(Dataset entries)
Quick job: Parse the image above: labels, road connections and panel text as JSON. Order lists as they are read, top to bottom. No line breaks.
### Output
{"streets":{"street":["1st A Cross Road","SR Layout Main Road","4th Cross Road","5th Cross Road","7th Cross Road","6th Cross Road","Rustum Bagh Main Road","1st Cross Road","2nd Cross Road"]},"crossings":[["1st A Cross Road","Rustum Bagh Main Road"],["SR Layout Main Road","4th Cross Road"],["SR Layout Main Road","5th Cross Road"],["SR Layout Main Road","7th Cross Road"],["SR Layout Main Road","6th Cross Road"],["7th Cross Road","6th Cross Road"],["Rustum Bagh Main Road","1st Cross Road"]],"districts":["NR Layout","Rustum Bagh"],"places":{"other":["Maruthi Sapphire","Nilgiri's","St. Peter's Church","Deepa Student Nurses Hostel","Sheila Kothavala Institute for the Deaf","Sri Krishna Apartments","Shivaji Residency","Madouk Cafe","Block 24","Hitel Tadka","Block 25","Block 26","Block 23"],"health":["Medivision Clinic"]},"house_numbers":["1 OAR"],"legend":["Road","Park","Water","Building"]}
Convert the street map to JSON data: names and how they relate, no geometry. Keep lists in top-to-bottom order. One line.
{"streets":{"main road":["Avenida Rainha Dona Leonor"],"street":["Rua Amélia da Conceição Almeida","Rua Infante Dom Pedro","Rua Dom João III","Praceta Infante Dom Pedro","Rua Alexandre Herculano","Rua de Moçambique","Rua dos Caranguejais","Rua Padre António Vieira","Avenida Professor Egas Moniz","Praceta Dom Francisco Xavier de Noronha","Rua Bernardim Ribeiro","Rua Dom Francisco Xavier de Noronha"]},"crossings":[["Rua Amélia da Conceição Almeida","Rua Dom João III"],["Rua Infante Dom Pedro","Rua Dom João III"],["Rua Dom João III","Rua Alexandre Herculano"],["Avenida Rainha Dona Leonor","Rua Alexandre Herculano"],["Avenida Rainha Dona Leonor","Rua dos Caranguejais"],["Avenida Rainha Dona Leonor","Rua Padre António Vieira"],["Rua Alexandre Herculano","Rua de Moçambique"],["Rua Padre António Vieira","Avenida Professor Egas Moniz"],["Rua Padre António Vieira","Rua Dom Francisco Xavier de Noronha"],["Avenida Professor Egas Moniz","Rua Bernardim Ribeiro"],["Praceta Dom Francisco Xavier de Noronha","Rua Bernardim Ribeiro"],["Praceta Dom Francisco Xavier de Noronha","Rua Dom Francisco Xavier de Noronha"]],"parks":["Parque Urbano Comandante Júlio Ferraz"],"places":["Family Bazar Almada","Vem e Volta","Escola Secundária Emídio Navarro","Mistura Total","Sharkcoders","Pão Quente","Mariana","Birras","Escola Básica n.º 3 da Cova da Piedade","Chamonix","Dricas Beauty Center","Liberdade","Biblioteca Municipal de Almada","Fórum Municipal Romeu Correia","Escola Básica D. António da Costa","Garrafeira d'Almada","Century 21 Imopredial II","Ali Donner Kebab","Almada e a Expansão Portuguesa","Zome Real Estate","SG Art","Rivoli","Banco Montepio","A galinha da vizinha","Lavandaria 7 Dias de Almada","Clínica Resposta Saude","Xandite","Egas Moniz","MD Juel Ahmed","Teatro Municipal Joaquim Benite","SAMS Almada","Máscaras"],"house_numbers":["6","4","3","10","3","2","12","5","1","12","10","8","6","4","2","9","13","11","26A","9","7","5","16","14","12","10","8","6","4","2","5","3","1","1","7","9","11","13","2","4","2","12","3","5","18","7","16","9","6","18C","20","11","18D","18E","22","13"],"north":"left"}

### Task objective
Start to finish, copy the records above with no differences.

### Written solution
Quick job: Parse the image above: labels, road connections and panel text as JSON. Order lists as they are read, top to bottom. No line breaks.
### Output
{"streets":{"street":["1st A Cross Road","SR Layout Main Road","4th Cross Road","5th Cross Road","7th Cross Road","6th Cross Road","Rustum Bagh Main Road","1st Cross Road","2nd Cross Road"]},"crossings":[["1st A Cross Road","Rustum Bagh Main Road"],["SR Layout Main Road","4th Cross Road"],["SR Layout Main Road","5th Cross Road"],["SR Layout Main Road","7th Cross Road"],["SR Layout Main Road","6th Cross Road"],["7th Cross Road","6th Cross Road"],["Rustum Bagh Main Road","1st Cross Road"]],"districts":["NR Layout","Rustum Bagh"],"places":{"other":["Maruthi Sapphire","Nilgiri's","St. Peter's Church","Deepa Student Nurses Hostel","Sheila Kothavala Institute for the Deaf","Sri Krishna Apartments","Shivaji Residency","Madouk Cafe","Block 24","Hitel Tadka","Block 25","Block 26","Block 23"],"health":["Medivision Clinic"]},"house_numbers":["1 OAR"],"legend":["Road","Park","Water","Building"]}
Convert the street map to JSON data: names and how they relate, no geometry. Keep lists in top-to-bottom order. One line.
{"streets":{"main road":["Avenida Rainha Dona Leonor"],"street":["Rua Amélia da Conceição Almeida","Rua Infante Dom Pedro","Rua Dom João III","Praceta Infante Dom Pedro","Rua Alexandre Herculano","Rua de Moçambique","Rua dos Caranguejais","Rua Padre António Vieira","Avenida Professor Egas Moniz","Praceta Dom Francisco Xavier de Noronha","Rua Bernardim Ribeiro","Rua Dom Francisco Xavier de Noronha"]},"crossings":[["Rua Amélia da Conceição Almeida","Rua Dom João III"],["Rua Infante Dom Pedro","Rua Dom João III"],["Rua Dom João III","Rua Alexandre Herculano"],["Avenida Rainha Dona Leonor","Rua Alexandre Herculano"],["Avenida Rainha Dona Leonor","Rua dos Caranguejais"],["Avenida Rainha Dona Leonor","Rua Padre António Vieira"],["Rua Alexandre Herculano","Rua de Moçambique"],["Rua Padre António Vieira","Avenida Professor Egas Moniz"],["Rua Padre António Vieira","Rua Dom Francisco Xavier de Noronha"],["Avenida Professor Egas Moniz","Rua Bernardim Ribeiro"],["Praceta Dom Francisco Xavier de Noronha","Rua Bernardim Ribeiro"],["Praceta Dom Francisco Xavier de Noronha","Rua Dom Francisco Xavier de Noronha"]],"parks":["Parque Urbano Comandante Júlio Ferraz"],"places":["Family Bazar Almada","Vem e Volta","Escola Secundária Emídio Navarro","Mistura Total","Sharkcoders","Pão Quente","Mariana","Birras","Escola Básica n.º 3 da Cova da Piedade","Chamonix","Dricas Beauty Center","Liberdade","Biblioteca Municipal de Almada","Fórum Municipal Romeu Correia","Escola Básica D. António da Costa","Garrafeira d'Almada","Century 21 Imopredial II","Ali Donner Kebab","Almada e a Expansão Portuguesa","Zome Real Estate","SG Art","Rivoli","Banco Montepio","A galinha da vizinha","Lavandaria 7 Dias de Almada","Clínica Resposta Saude","Xandite","Egas Moniz","MD Juel Ahmed","Teatro Municipal Joaquim Benite","SAMS Almada","Máscaras"],"house_numbers":["6","4","3","10","3","2","12","5","1","12","10","8","6","4","2","9","13","11","26A","9","7","5","16","14","12","10","8","6","4","2","5","3","1","1","7","9","11","13","2","4","2","12","3","5","18","7","16","9","6","18C","20","11","18D","18E","22","13"],"north":"left"}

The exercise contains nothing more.